Revision as of 13:24, 26 November 2021

Analyzing False Sharing

Group Members

- Kevin Chou

Introduction

False sharing is a well-known problem that can occur when taking advantage of parallelization in modern multi-processor computers with shared memory. Although the results will be correct, frequent false sharing results in significant performance loss and reduction in scalability, effectively nullifying the benefits of parallel computing.

The Cache

What is a Cache?

Before we can talk about false sharing, we need a brief overview of a cache. Like other storage mediums, a cache is a place used to store data and instructions that the CPU may use.

So why do we have so many types?

In an ideal world, the CPU would have lightning-fast access to all data on your machine at any given time to maximize the power and speed of modern-day CPUs. In reality, there are limitations and trade-offs when balancing speed, storage size, location, and cost. To compromise, a computer utilizes many types of memory. To name the important ones in the hierarchy, we have secondary memory like hard drives and SSDs which can permanently hold vast quantities of data but are slow. Next is Dynamic Random Access Memory(DRAM) which is much smaller, faster, and volatile. Last, we have the cache or Static Random Access Memory(SRAM), which is extremely fast, but even smaller and more expensive.

If the CPU solely relied on getting data from secondary memory, the slow access speed of the storage device would become a massive bottleneck in computation time. There would be huge gaps of time where the CPU sits around doing nothing waiting for data. To the end user, your machine would appear to be extremely sluggish and non-responsive.

At the same time, only small amounts piece of data is needed at a given moment. Even if you brought everything in from memory, most of it will be unused. Utilizing the hierarchy of memory storage, the most relevant data can be siphoned from secondary memory ahead of time and stored in the cache and RAM. When searching for data, the CPU can grab it from the cache, a cache hit. If it is not there, a cache miss, then it looks moves down the hierarchy until it finds it. Minimizing the number of cache misses ensures the CPU has a steady flow of data it can quickly retrieve and compute.

Cache Coherence and Cache Line

Each processor has their own local cache. When data is needed, a fixed block of memory is transferred to the cache; this block is known as a cache line.

However, if they each modify their own copy, how do we know which one correct? We can’t store all the different versions or pick a random one to be the correct version, this would create havoc in our computer systems.

The answer is we need cache coherence. Cache coherence is defined as the uniformity of shared resource data that ends up stored in multiple local caches. In other words, we must keep all the local caches synchronized. The challenge of doing so is known as the Cache Coherence Problem. To solve this problem, multi-processor systems rely on cache coherence protocols to manage and maintain the cache.

False Sharing

What is False Sharing?

Now that we understand the basics of a cache, how does this relate to the concept of false sharing?
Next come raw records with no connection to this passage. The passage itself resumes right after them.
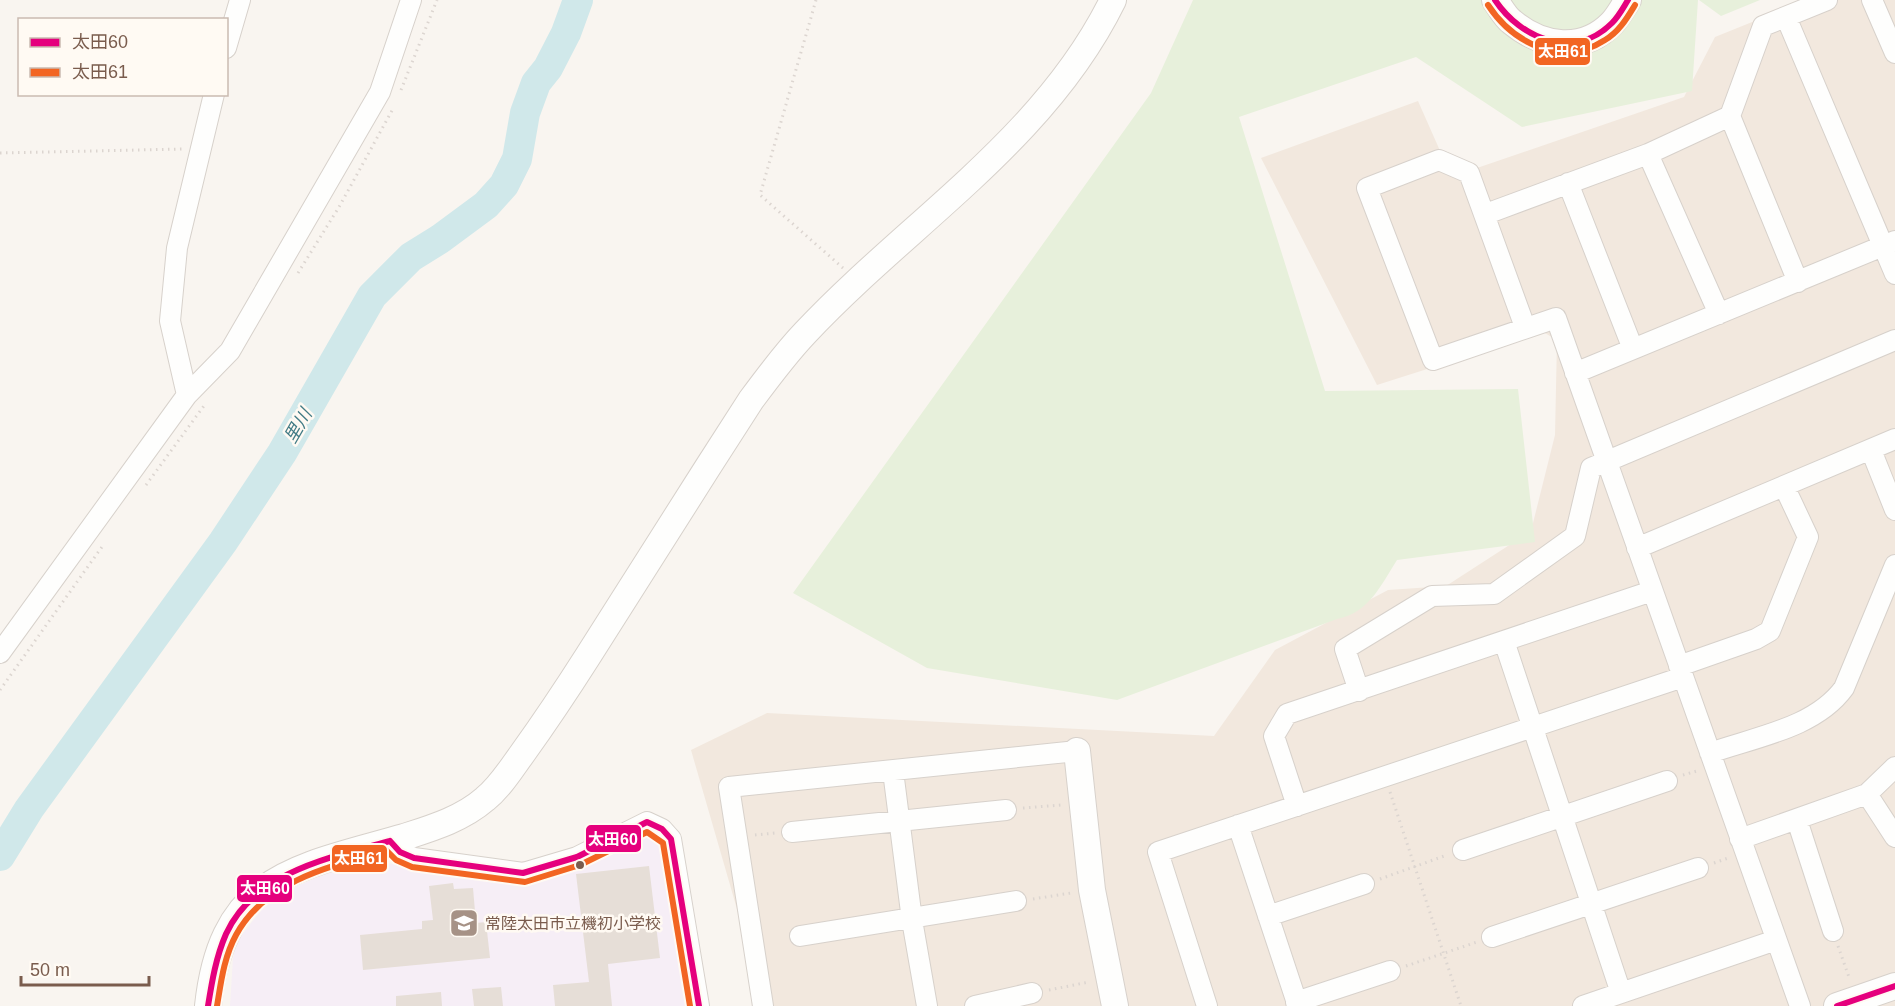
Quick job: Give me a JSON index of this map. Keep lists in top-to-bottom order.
{
  "water": ["里川"],
  "places": {
    "school or university": ["常陸太田市立機初小学校"]
  },
  "lines": ["transit line 太田60", "transit line 太田61"],
  "legend": ["太田60", "太田61"],
  "scale_bar": "50 m"
}
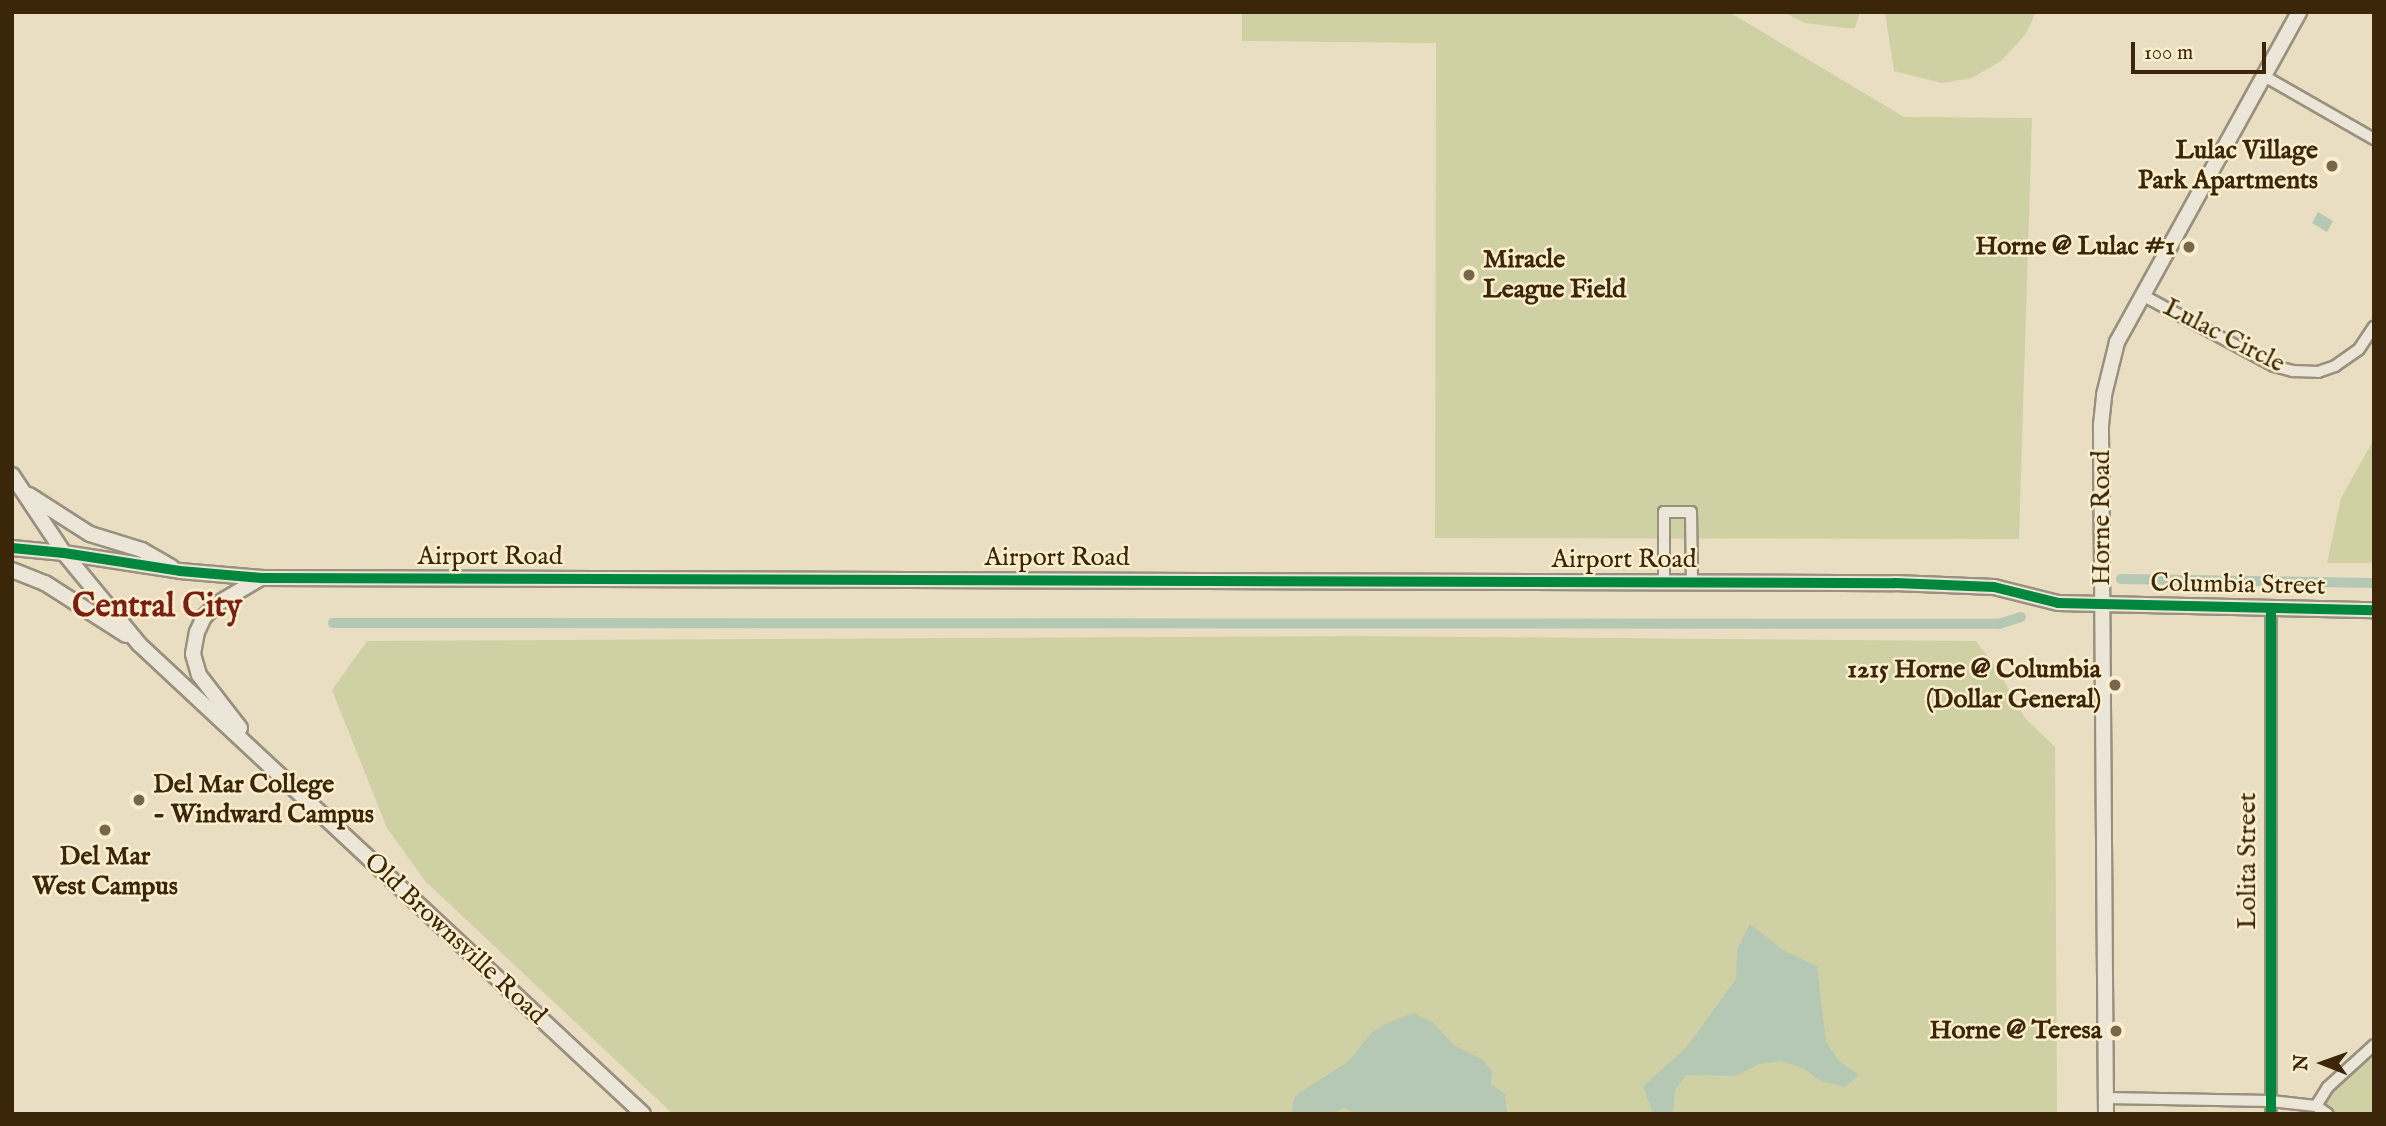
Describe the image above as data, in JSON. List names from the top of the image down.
{
  "streets": {
    "main road": [
      "Horne Road",
      "Airport Road",
      "Columbia Street",
      "Old Brownsville Road"
    ],
    "street": ["Lulac Circle", "Lolita Street"]
  },
  "crossings": [
    ["Lulac Circle", "Horne Road"],
    ["Horne Road", "Airport Road"],
    ["Horne Road", "Columbia Street"],
    ["Airport Road", "Columbia Street"],
    ["Airport Road", "Old Brownsville Road"],
    ["Columbia Street", "Lolita Street"]
  ],
  "districts": ["Central City"],
  "places": [
    "Lulac Village Park Apartments",
    "Horne @ Lulac #1",
    "Miracle League Field",
    "1215 Horne @ Columbia (Dollar General)",
    "Del Mar College - Windward Campus",
    "Del Mar West Campus",
    "Horne @ Teresa"
  ],
  "scale_bar": "100 m",
  "north": "left"
}
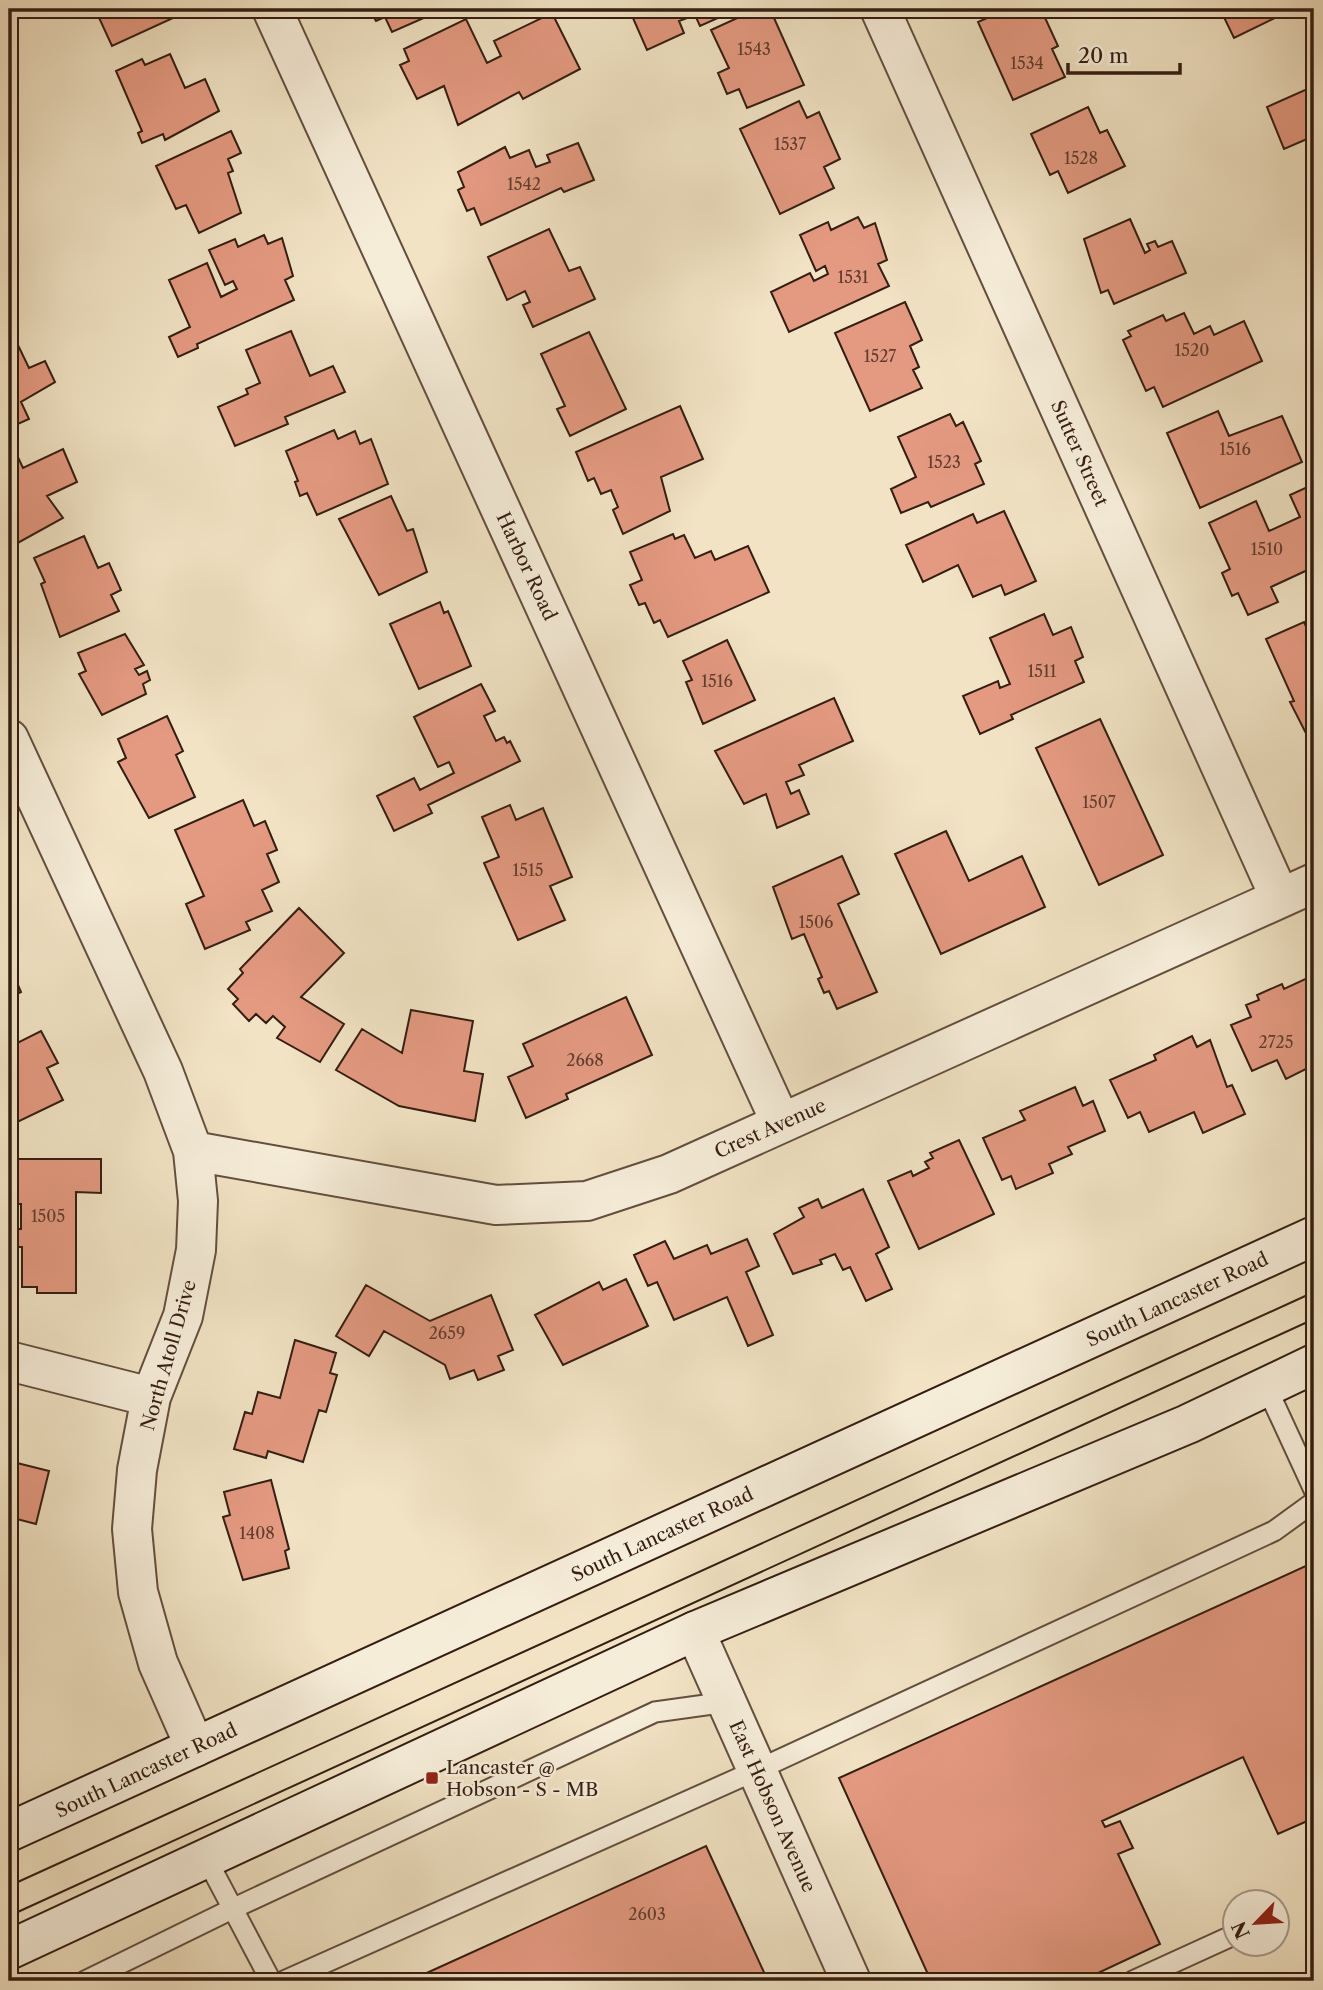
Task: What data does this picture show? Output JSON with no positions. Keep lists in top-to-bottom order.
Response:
{
  "streets": {
    "street": [
      "Sutter Street",
      "Harbor Road",
      "Crest Avenue",
      "South Lancaster Road",
      "North Atoll Drive",
      "East Hobson Avenue"
    ]
  },
  "crossings": [
    ["Sutter Street", "Crest Avenue"],
    ["Harbor Road", "Crest Avenue"],
    ["Crest Avenue", "North Atoll Drive"],
    ["South Lancaster Road", "North Atoll Drive"]
  ],
  "places": {
    "transit": ["Lancaster @ Hobson - S - MB"]
  },
  "house_numbers": [
    "1543",
    "1534",
    "1537",
    "1528",
    "1542",
    "1531",
    "1520",
    "1527",
    "1516",
    "1523",
    "1510",
    "1511",
    "1516",
    "1507",
    "1515",
    "1506",
    "2725",
    "2668",
    "1505",
    "2659",
    "1408",
    "2603"
  ],
  "scale_bar": "20 m",
  "north": "bottom left"
}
False sharing occurs when multiple processors modify data that resides on the same cache line. When this data is written back to memory, the shared cache lines are marked as invalid or dirty. Processors must fetch an updated copy introducing significant delays due to memory access speeds. As you increase the number of processors, this quickly spirals out of control as there is an increasing chance the cache line is invalid.

The key thing to note is that you do not need to modify the same piece of data. If the modified data happens to belong to the same cache line, the cache will be invalidated, forcing a memory update to maintain cache coherency.

Example

In workshop 2, we briefly encountered false sharing. However, we did not get a formal explanation in lecture, so this section will serve to provide more context to the problem.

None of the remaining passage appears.